Agatha Wood-Turner preferred not to dwell on instruments of violent death, unless they were medieval tortures portrayed in stained-glass windows.
‘I suppose you’ll be cast as the Virgin, and I’ll get Noah’s wife, as usual,’ she said bitterly.
The blonde batted her long eyelashes at the speaker in a parody of puzzlement.
‘What on earth do you mean, Agatha?’
‘Haven’t you heard yet on the college grapevine? Our lord and master wants to put on a Miracle Play for the Open Day.’
Christina shrugged philosophically. ‘Oh well, it beats having to listen to Harry making more speeches about how studying art history furthers the war effort!’
She groped in her own document case and pulled out a shapely bottle of orange Tizer and a glass. Filling it and raising it to the others, she proposed a toast.
‘Here’s to Adam and Eve, then. On with the motley, the paint and the powder!’
‘I thought we needed something essentially British in these dangerous times,’ said Hieronymus Drabble, doing his best to sound Churchillian. ‘Something from our glorious past, like a medieval play from the Old Testament.’

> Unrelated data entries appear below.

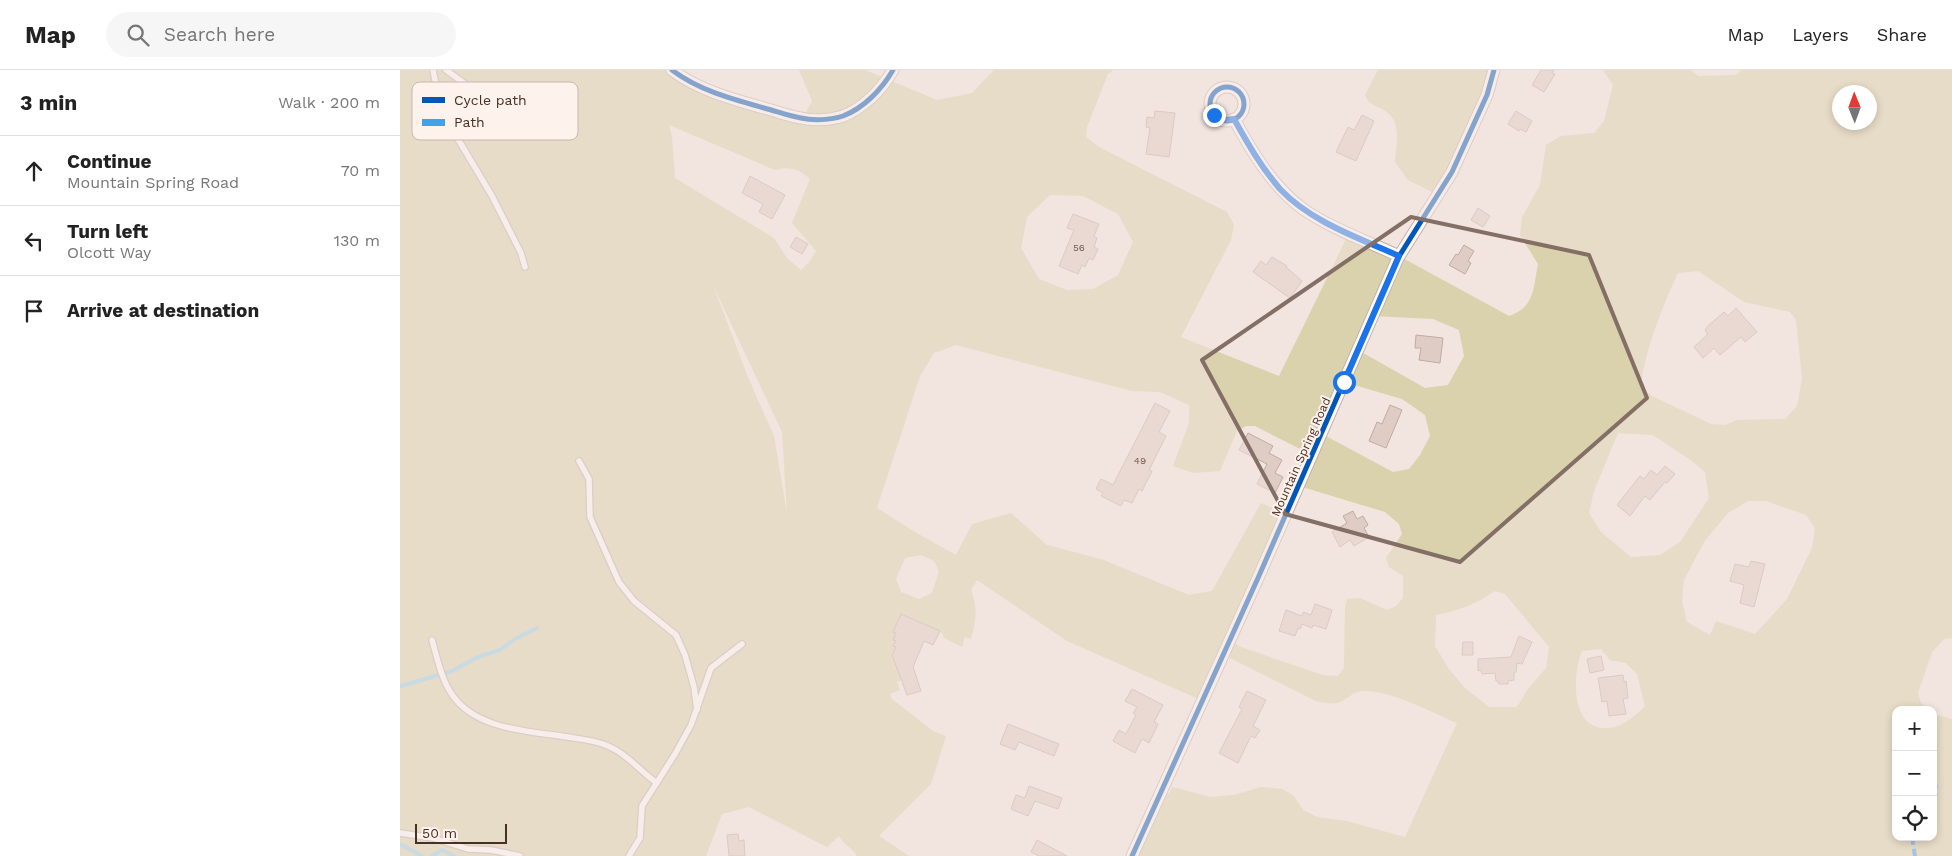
<!DOCTYPE html>
<meta charset="utf-8">
<style>
body{margin:0;font-family:"Work Sans",sans-serif;background:#f6f6f6;color:#222}
.controls{position:absolute;right:15px;bottom:15px;display:grid;overflow:hidden;border-radius:10px;box-shadow:0 2px 8px #0003}
.controls button{width:45px;height:45px;display:grid;place-items:center;padding:0;border:0;border-bottom:1px solid #e0e0e0;background:#fff;color:#222;font:25px sans-serif}
.compass{position:absolute;left:1432px;top:15px;width:45px;height:45px;border-radius:50%;background:#fff;box-shadow:0 2px 8px #0003;rotate:359deg}
.scale{position:absolute;left:15px;bottom:12px;width:92px;box-sizing:border-box;padding-left:5px;border:2px solid #473024;border-top:0;font-size:14px;line-height:18px;white-space:nowrap;color:#473024;-webkit-text-stroke:4px #fef2ec;paint-order:stroke}
.stop{position:absolute;width:15px;height:15px;margin:-11px;border:4px solid #1a73e8;border-radius:50%;background:#fff}
.stop.end{background:#1a73e8;border-color:#fff;box-shadow:0 1px 5px #0008}
.list{margin:0;padding:0;list-style:none}
h2{display:flex;justify-content:space-between;align-items:center;height:65px;margin:0;padding:0 20px;font-size:21px}
h2 small{font-size:16px;font-weight:400;color:#767676}
.list li{display:grid;grid-template-columns:32px 1fr auto;gap:15px;align-items:center;box-sizing:border-box;height:70px;padding:0 20px;border-top:1px solid #e0e0e0}
.list b{display:block;font-size:19px;white-space:nowrap}
.list p{margin:0;font-size:16px;white-space:nowrap;color:#767676}
.list em{font-size:16px;font-style:normal;color:#767676}
.icon{flex:none;width:28px;height:28px;fill:none;stroke:currentColor;stroke-width:2;stroke-linecap:round;stroke-linejoin:round}
.map{position:relative;flex:none;width:1552px;height:786px;overflow:hidden}
header{display:flex;align-items:center;gap:30px;box-sizing:border-box;height:70px;padding:0 25px;background:#fff;border-bottom:1px solid #e0e0e0}
header strong{font-size:24px}
nav{display:flex;gap:28px;margin-inline-start:auto;font-size:18px}
.search{width:350px;height:45px;background:#f6f6f6;display:flex;align-items:center;gap:12px;box-sizing:border-box;padding:0 18px;border-radius:28px;color:#767676;font-size:19px}
main{display:flex}
aside{flex:1;background:#fff}
.map>svg:first-child{display:block}
.green{fill:#d9d2ac;fill-rule:evenodd}
.lines{fill:none;stroke-linecap:round;stroke-linejoin:round}
.stream{stroke:#95d0e8;stroke-width:4}
.building{fill:#dfcdc5;stroke:#beaca5}
.service-casing{stroke:#c2b1a9;stroke-width:8}
.minor-casing{stroke:#c2b1a9;stroke-width:13}
.service{stroke:#fdfbfa;stroke-width:5.5}
.minor{stroke:#fdfbfa;stroke-width:11}
.quiet{stroke:#3fa3eb;stroke-width:4;stroke-dasharray:8 4;stroke-linecap:butt}
.cycleway-casing{stroke:#fef2ec;stroke-width:8}
.cycleway{stroke:#0057b8;stroke-width:5}
.route{stroke:#1a73e8;stroke-width:6}
.marked{fill:none;stroke:#836f65;stroke-width:4;stroke-linejoin:round}
.labels{text-anchor:middle;dominant-baseline:central;stroke-width:4;stroke-linejoin:round;paint-order:stroke}
.number-label{font-size:10px;fill:#705a4f}
.street-label{font-size:12px;fill:#473024;stroke:#fef2ec}
.key{fill:#fef2ec;stroke:#c7b8b0;stroke-width:1}
.key-label{font-size:14px;fill:#473024}
</style>
<header>
<strong>Map</strong>
<div class="search"><svg class="icon" aria-label="search" viewBox="0 0 24 24"><circle cx="10" cy="10" r="6"/><path d="M15 15l6 6"/></svg>Search here</div>
<nav><a>Map</a><a>Layers</a><a>Share</a></nav>
</header>
<main>
<aside>
<h2>3 min<small>Walk · 200 m</small></h2>
<ul class="list">
<li><svg class="icon" aria-label="ahead" viewBox="0 0 24 24"><path d="M12 20V5M6 11l6-6 6 6"/></svg><div><b>Continue</b><p>Mountain Spring Road</p></div><em>70 m</em></li>
<li><svg class="icon" aria-label="left" viewBox="0 0 24 24"><path d="M17 20v-9H6M10 6l-5 5 5 5"/></svg><div><b>Turn left</b><p>Olcott Way</p></div><em>130 m</em></li>
<li><svg class="icon" aria-label="arrive" viewBox="0 0 24 24"><path d="M6 21V4h12l-3 4 3 4H6"/></svg><div><b>Arrive at destination</b></div></li>
</ul>
</aside>
<div class="map">
<svg width="1552" height="786" viewBox="0 0 1552 786">
<rect width="100%" height="100%" fill="#f2e4de"/>
<g class="green">
<path d="M0,0H277V4L402,49L412,31L399,0H465L537,30L572,23L594,0H713L708,4L687,57L686,67L699,77L827,142L834,155L831,170L781,267L879,306L949,163L999,186L1109,246C1135,237 1133,219 1138,194L1120,165L1122,147L1140,115L1146,75L1161,66L1194,63L1204,51L1213,15L1203,0H1291L1298,6L1336,5L1341,0H1552V568L1544,569L1532,582L1518,623L1521,633L1527,640H1496V767H1533V644L1552,649V786H732L761,721L769,724L772,717L811,727L834,725L861,717L882,719L894,726L903,740L917,747L946,751L1005,767L1057,653C1031,642 992,621 966,621C955,620 951,626 942,631C933,635 924,633 916,631L824,585L803,631L667,571L577,510L571,520C578,540 576,550 571,569L565,567L562,577L544,568L543,564L540,561L502,544L493,562L496,563L493,570L496,571L494,576L496,577L492,585L502,610L497,612L500,620L490,624L492,629L533,661L546,666L531,714L479,766L509,786H457C453,778 444,775 439,766L427,777L349,737L322,744L306,786H0ZM1440,22H1470V52H1440ZM269,55L375,100C390,96 399,99 410,109L392,153L416,181L410,191L401,200L387,188L374,168L275,108L272,67ZM650,125L683,126L718,144L733,172L718,205L693,219L667,220L639,209L621,178L627,147ZM1298,201L1344,232L1390,242L1396,250L1402,309L1397,336L1385,349L1337,350L1325,355L1311,354L1252,326L1241,317C1243,285 1264,232 1278,203ZM313,215L382,362L387,444L374,366L347,305ZM973,246L1033,249L1059,260L1064,286L1048,315L1025,318L958,280ZM556,275L732,321L760,322L789,335V353L773,396L793,403L820,401L837,361L846,356H855L912,385L899,416L985,442L999,454L1002,464L986,488L989,497L1003,506V528L996,536L987,540L960,528L947,529L945,538L944,598L938,606L923,605L838,576L834,572L886,444L861,433L812,521L789,525L701,489L647,475L611,443L572,454L556,485L515,462L477,438L520,306L534,283ZM944,312L1002,329L1025,345L1030,366L1020,385L1009,399L993,402L922,364ZM1218,363L1253,365L1292,391L1305,402L1309,428L1280,472L1260,485L1231,487L1201,462L1189,443L1194,421ZM1348,431H1366L1406,445L1415,458L1412,478L1387,529L1355,564L1316,551L1310,565L1287,552L1282,531L1284,510L1304,472L1328,443ZM521,485L534,491L539,501L532,523L519,529L501,522L496,509L505,488ZM1095,521L1105,524L1149,577L1146,598L1128,619L1117,637H1089L1065,618L1049,599L1035,576L1036,545C1058,541 1076,534 1095,521ZM1201,579L1210,590L1226,593L1237,604L1245,636C1236,645 1223,657 1209,658C1170,662 1172,605 1182,581Z"/>
<path d="M978,0H1094L1038,125L1008,110L995,92C996,77 1001,57 990,45C981,35 971,39 965,25Z"/>
</g>
<g class="lines">
<g class="stream">
<polyline points="1,616 52,601 78,587 100,580 115,569 137,558"/>
<polyline points="0,774 22,786"/>
<polyline points="32,786 42,780 54,786"/>
</g>
</g>
<g class="building">
<polygon points="1141,0 1154,0 1152,3 1155,4 1144,22 1132,15"/>
<polygon points="755,41 775,43 769,87 746,84 750,58 746,57 747,47 754,48"/>
<polygon points="1116,41 1132,51 1126,62 1120,59 1119,61 1108,54"/>
<polygon points="962,45 974,51 956,91 936,82 948,57 954,60"/>
<polygon points="350,106 385,125 372,149 359,142 363,134 342,123"/>
<polygon points="1078,138 1090,146 1083,157 1071,150"/>
<polygon points="673,144 699,154 694,166 697,168 694,177 698,179 693,190 689,188 685,197 682,195 678,204 659,196 674,160 667,158"/>
<polygon points="396,167 408,174 402,184 390,177"/>
<polygon points="1064,175 1074,181 1068,191 1071,193 1065,204 1049,195 1056,184 1058,185"/>
<polygon points="872,187 887,196 886,197 902,211 890,228 853,202 861,191 866,195"/>
<polygon points="1336,238 1357,262 1345,272 1341,267 1320,285 1314,278 1303,288 1294,277 1308,264 1305,260 1309,255 1324,242 1328,246"/>
<polygon points="1016,265 1043,268 1040,293 1019,290 1021,278 1015,278"/>
<polygon points="755,333 770,341 759,362 766,366 749,400 752,401 742,421 739,419 732,433 724,430 721,436 701,426 703,423 696,419 701,409 713,415"/>
<polygon points="990,335 1002,340 986,378 969,371 977,352 982,354"/>
<polygon points="848,363 873,376 869,383 882,390 875,403 883,407 875,423 857,414 867,394 839,380"/>
<polygon points="1265,396 1275,404 1267,413 1265,412 1250,430 1245,426 1230,446 1217,435 1240,406 1244,409 1251,400 1257,405"/>
<polygon points="953,441 957,449 963,446 968,455 964,458 969,467 954,476 950,470 940,477 932,462 947,453 943,446"/>
<polygon points="1351,491 1365,494 1354,537 1340,533 1344,515 1330,511 1335,494 1349,497"/>
<polygon points="915,534 932,540 926,559 913,555 912,558 902,554 900,559 898,558 895,566 879,561 886,540 902,546 903,542 911,545"/>
<polygon points="501,544 540,561 533,575 524,571 513,597 521,621 507,625 492,585 496,577 493,576 496,571 493,570 496,563 493,562"/>
<polygon points="1119,566 1132,572 1122,594 1117,593 1116,602 1114,603 1114,610 1108,611 1108,614 1099,614 1098,611 1096,611 1095,603 1082,604 1081,600 1078,601 1078,589 1111,587"/>
<polygon points="1063,572 1073,572 1073,585 1062,585"/>
<polygon points="1201,586 1204,600 1190,603 1187,589"/>
<polygon points="1223,605 1224,612 1226,611 1228,628 1223,629 1226,644 1209,646 1207,631 1202,632 1198,608"/>
<polygon points="732,619 763,635 754,652 758,654 749,673 742,669 735,683 713,671 719,660 726,664 736,645 733,643 737,637 725,631"/>
<polygon points="847,621 866,630 853,656 860,660 855,668 851,666 838,693 819,683 842,639 839,637"/>
<polygon points="608,654 659,674 654,686 619,672 615,680 600,674"/>
<polygon points="629,716 662,728 658,739 635,731 628,746 611,739 616,725 625,728"/>
<polygon points="338,764 339,771 344,770 345,786 329,786 327,765"/>
<polygon points="637,770 667,786 639,786 631,782"/>
</g>
<g class="lines">
<defs>
<g id="service">
<polyline points="33,0 39,30 52,59 92,126 121,183 125,197"/>
<polyline points="46,0 86,29"/>
<polyline points="179,391 189,409 190,447 219,512 234,531 276,565 285,585 294,617 297,640"/>
<path d="M32,570C37,587 41,608 51,623C73,658 124,661 161,666C178,669 197,670 212,678C228,685 242,703 257,713"/>
<polyline points="0,763 33,768 68,779 91,780 120,786"/>
<polyline points="229,786 240,768 242,736 275,684 291,655 311,598 342,574"/>
</g>
<g id="minor">
<path d="M272,0C298,20 332,29 364,38C376,41 388,46 401,48C413,51 431,50 443,46C464,38 482,19 493,0"/>
<circle cx="827" cy="34" r="17"/>
<path d="M834,49C852,82 872,116 903,139C932,159 967,171 999,186"/>
<polyline points="732,786 858,508 998,188 1052,102 1087,25 1094,0"/>
</g>
</defs>
<use href="#service" class="service-casing"/>
<use href="#minor" class="minor-casing"/>
<use href="#service" class="service"/>
<use href="#minor" class="minor"/>
<g class="quiet">
<polyline points="1533,699 1536,719 1533,744"/>
<polyline points="1512,767 1515,786"/>
</g>
<defs>
<g id="cycleway">
<path d="M272,0C298,20 332,29 364,38C376,41 388,46 401,48C413,51 431,50 443,46C464,38 482,19 493,0"/>
<circle cx="827" cy="34" r="17"/>
<polyline points="732,786 858,508 998,188 1052,102 1087,25 1094,0"/>
</g>
</defs>
<use href="#cycleway" class="cycleway-casing"/>
<use href="#cycleway" class="cycleway"/>
</g>
<g class="lines">
<path class="route" d="M814,45L823,50L834,49C848,74 861,97 880,119C911,152 959,168 999,186L944,312"/>
</g>
<path d="M0 0H1552V786H0ZM1011,147L1189,185L1247,328L1060,492L885,444L802,290Z" fill="#f2e4de" fill-opacity=".55" fill-rule="evenodd"/>
<path class="marked" d="M1011,147L1189,185L1247,328L1060,492L885,444L802,290Z"/>
<g class="labels">
<g class="number-label">
<text x="679" y="177">56</text>
<text x="740" y="390">49</text>
</g>
<g class="street-label">
<text transform="translate(901 387) rotate(-66)">Mountain Spring Road</text>
</g>
</g>
<rect x="12" y="12" width="166" height="58" rx="8" class="key"/>
<rect x="22" y="27" width="23" height="6" fill="#0057b8"/>
<rect x="22" y="49" width="23" height="7" fill="#3fa3eb"/>
<g class="key-label">
<text x="54" y="35">Cycle path</text>
<text x="54" y="57">Path</text>
</g>
</svg>
<div class="controls">
<button>+</button>
<button>−</button>
<button><svg class="icon" aria-label="locate" viewBox="0 0 24 24"><circle cx="12" cy="12" r="6"/><path d="M12 2v4M12 18v4M2 12h4M18 12h4"/></svg></button>
</div>
<svg class="compass" viewBox="-18 -18 36 36"><path d="M0-13l5 13h-10z" fill="#e53935"/><path d="M0 13l5-13h-10z" fill="#767676"/></svg>
<div class="scale">50 m</div>
<div class="stop" style="left:944px;top:312px"></div>
<div class="stop end" style="left:814px;top:45px"></div>
</div>
</main>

‘That would be essentially Hebrew, not British,’ muttered Partridge, but Drabble ignored him. He was a fat man with a bald head and a double chin, having a passing resemblance to the Prime Minister, which he cultivated. Approaching sixty, he saw his coveted professorship slipping beyond his grasp, and this soured his whole nature.
‘Are you talking about another bit of the York or Chester Cycle?’ demanded Agatha, referring to a couple of the well-known collections of religious plays from the Middle Ages. ‘We’ve done a few of those over the years, even going back before the war,’ she pointed out, to emphasise her seniority in years of service.